The Chip Sequencing protocol expects an input for the differential binding step. If pipeline users want to run this protocol without an input, they should skip the Differential Binding step and run it themselves locally.
IHEC Metrics
This step generates IHEC’s standard metrics.
MultiQC Report
A quality control report for all samples is generated. For more detailed information see MultiQC documentation.
Bedtools Blacklist Filter
Remove reads in blacklist regions from BAM with Bedtools intersect, if blacklist file is supplied, otherwise, do nothing.
GATK Haplotype Caller
Use GATK Haplotype caller for SNPs and small indels.
Merge & Call Individual GVCF
Merges the GVCFs of haplotype caller and also generates a per sample VCF containing genotypes.
CRAM Output
Generate long term storage version of the final alignment files in CRAM format. Using this function will include the original final BAM file into the removable file list.

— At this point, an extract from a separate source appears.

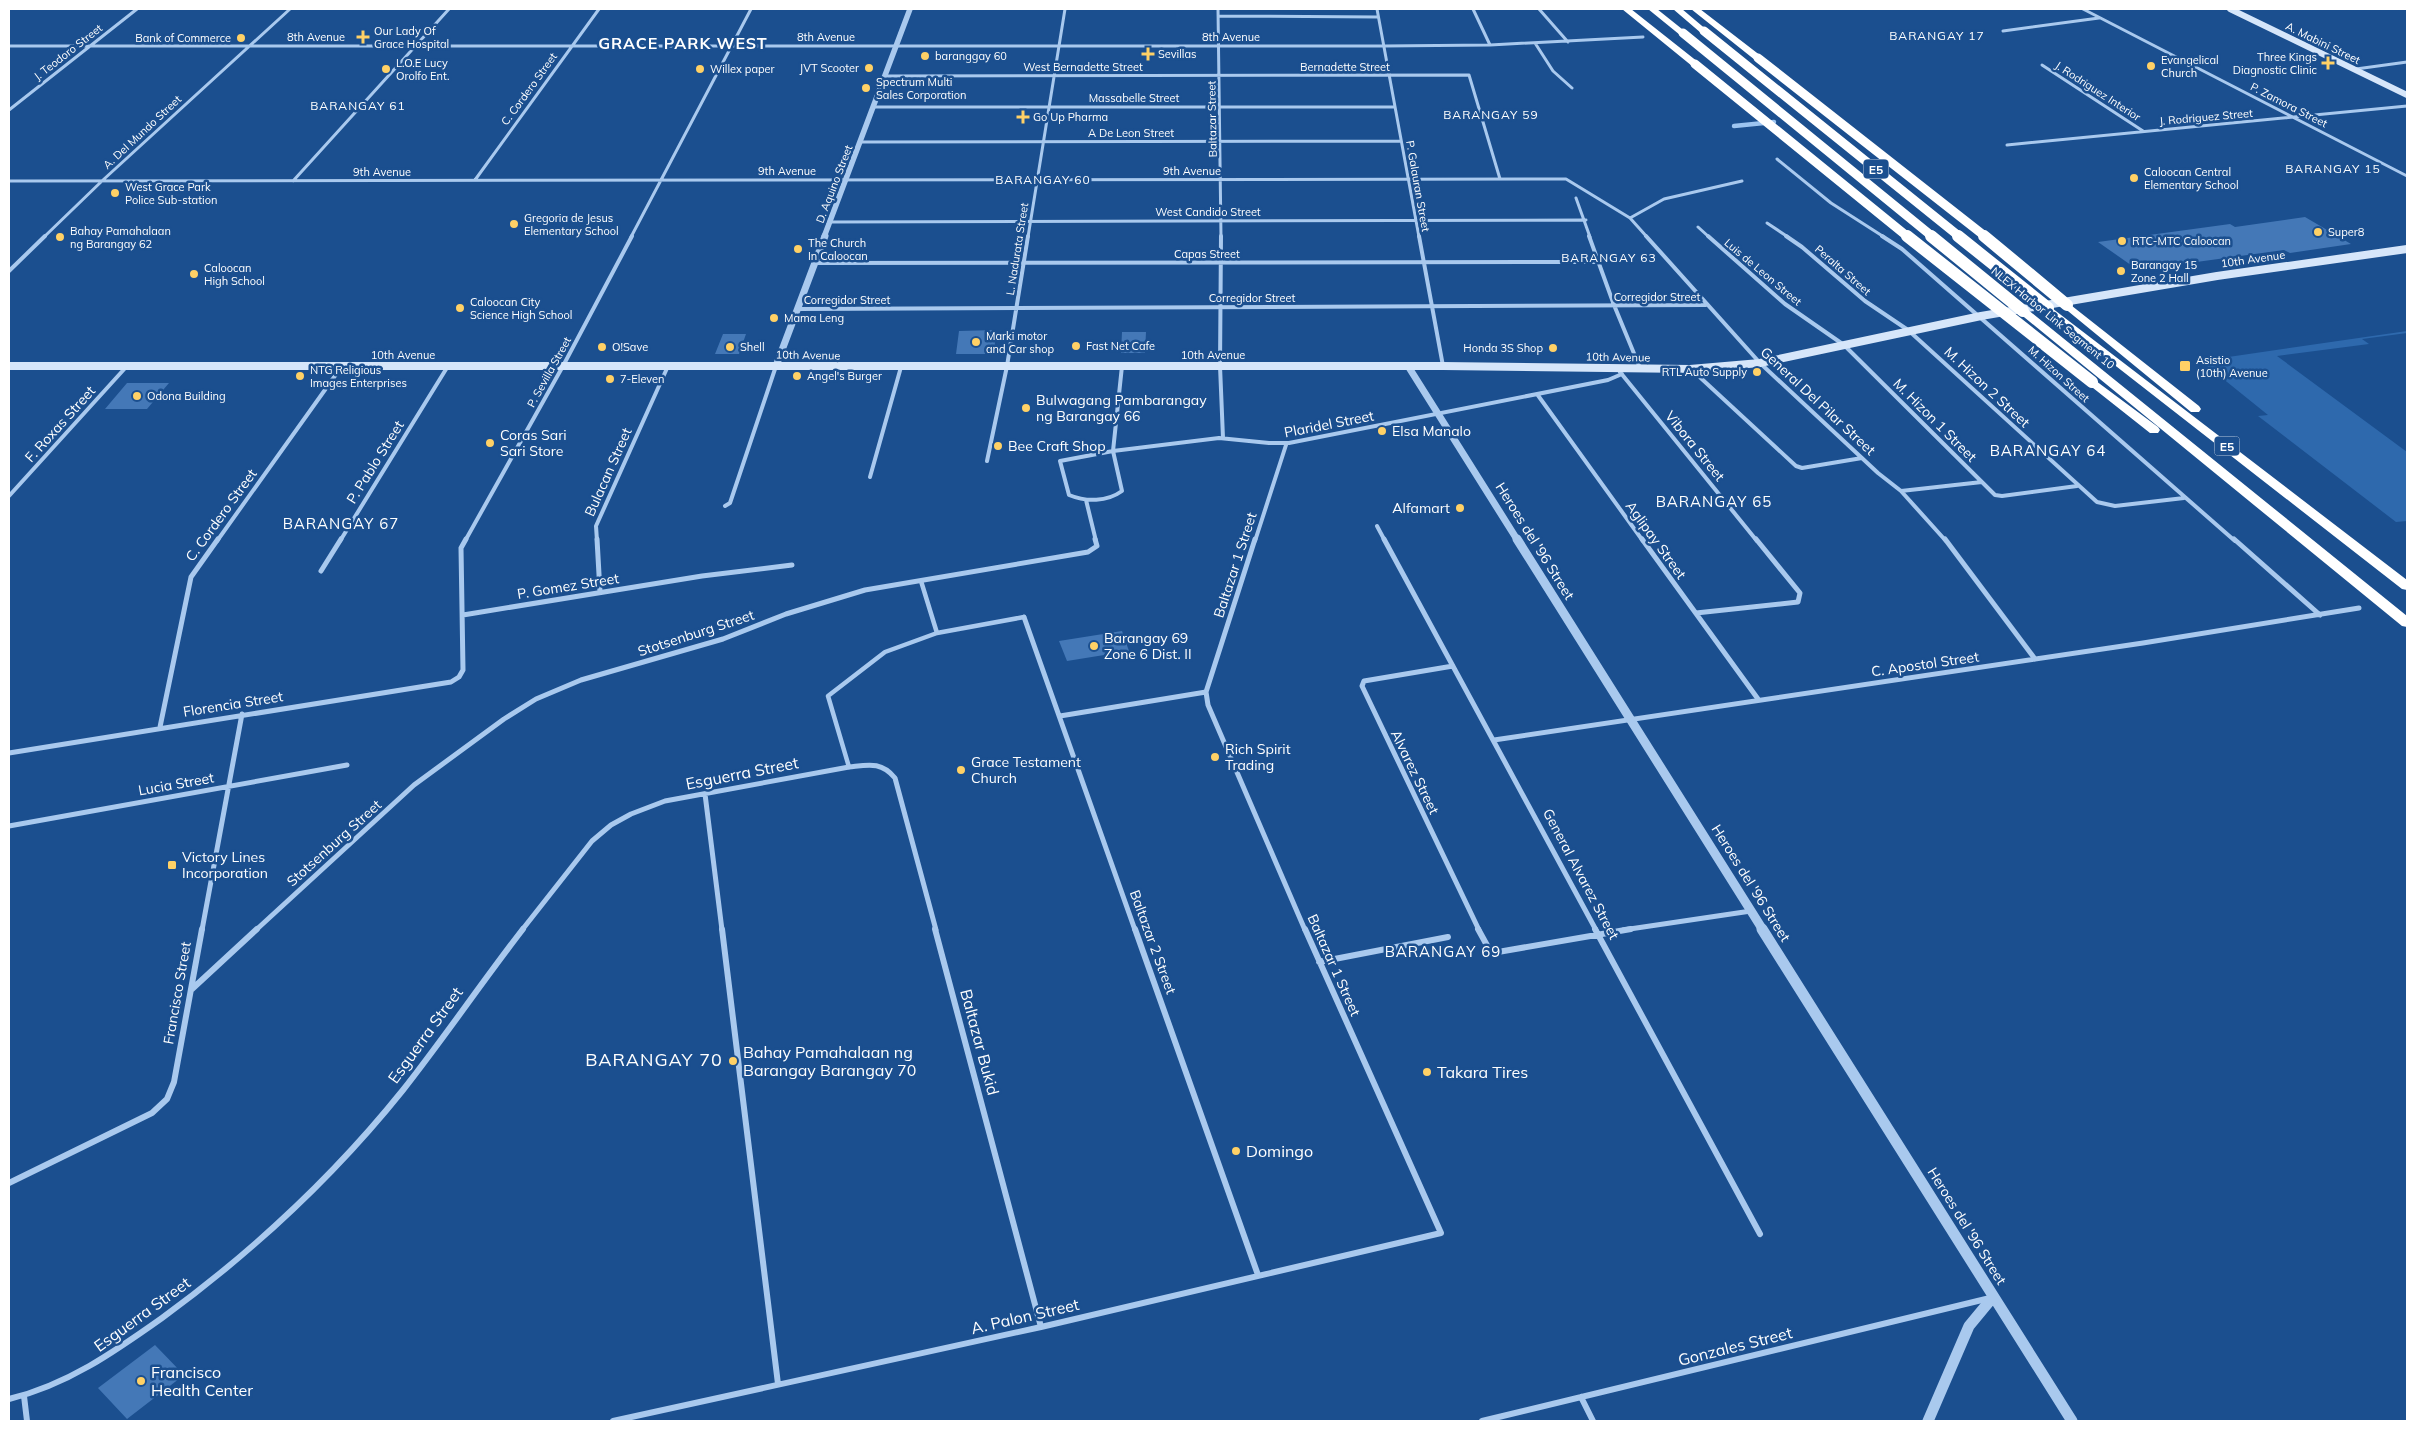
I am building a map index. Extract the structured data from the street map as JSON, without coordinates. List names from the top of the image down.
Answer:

Chromatin Immunoprecipitation (ChIP) sequencing technique is used for mapping DNA-protein interactions. It is a powerful method for identifying genome-wide DNA binding sites for transcription factors and other proteins.
The ChIP-Seq workflow is based on the ENCODE Project workflow. The pipeline starts by trimming adapters and low quality bases and mapping the reads (single end or paired end ) to a reference genome using Burrows-Wheeler Aligner (BWA). Reads are filtered by mapping quality and duplicate reads are marked. It creates tag directories using Homer routines. Peaks are called using Model based Analysis for Chip Sequencing (MACS2) and annotated using Homer. Binding motifs are also identified using Homer. Metrics are calculated based on IHEC requirements.
The ChIP-Seq pipeline can also be used for assay for transposase-accessible chromatin using sequencing ATAC-Seq samples. Use ‘ATAC’ protocol option to run the pipeline using ATAC-Seq.
See Schema tab for the pipeline workflow. Check the README.md file for implementation details.
Figure: Schematic representation of major methods used to detect functional elements in DNA (Source PLOS)
References
Input requirements
The Chip Sequencing protocol expects an input for the Differential Binding step. If pipeline users want to run this protocol without an input, they should skip the differential binding step and run it themselves locally.
Chip Sequencing Readset File
Please make sure you use the special ChIPSeq Pipeline Readset file format and not the general readset file format.
Chip Sequencing Design File Format
Note
ChIPSeq Pipeline Design File Format
The ChIPSeq Pipeline has two protocols: atac-seq and chip-seq. Each of these protocols requires a specific design file.
ChIPseq Protocol Format
Sample MarkName EW22_EW3_vs_EW7_TC71
EW22 H3K27ac 1
EW3 H3K27ac 1
EW7 H3K27ac 2
TC71 H3K27ac 2
ATACseq Protocol Format
Important
Note that the MarkName value for ATACseq protocol should be atac unlike the ChIPseq protocol.
Sample MarkName EW22_EW3_vs_EW7_TC71
EW22 atac 1
EW3 atac 1
EW7 atac 2
TC71 atac 2
where, the numbers specify the sample group membership for this contrast:
'0' or '': the sample does not belong to any group;
'1': the sample belongs to the control group;
'2': the sample belongs to the treatment test case group.
The design file only accepts 1 for control, 2 for treatment and 0 for other samples that do not need to compare.
Warning
Incorrect Design File Format
Please note that the first and second column in the design file must be sample name and histone mark/binding protein respectively.
If the user specifies any value other than the permitted ones above in the design file, the pipeline will fail.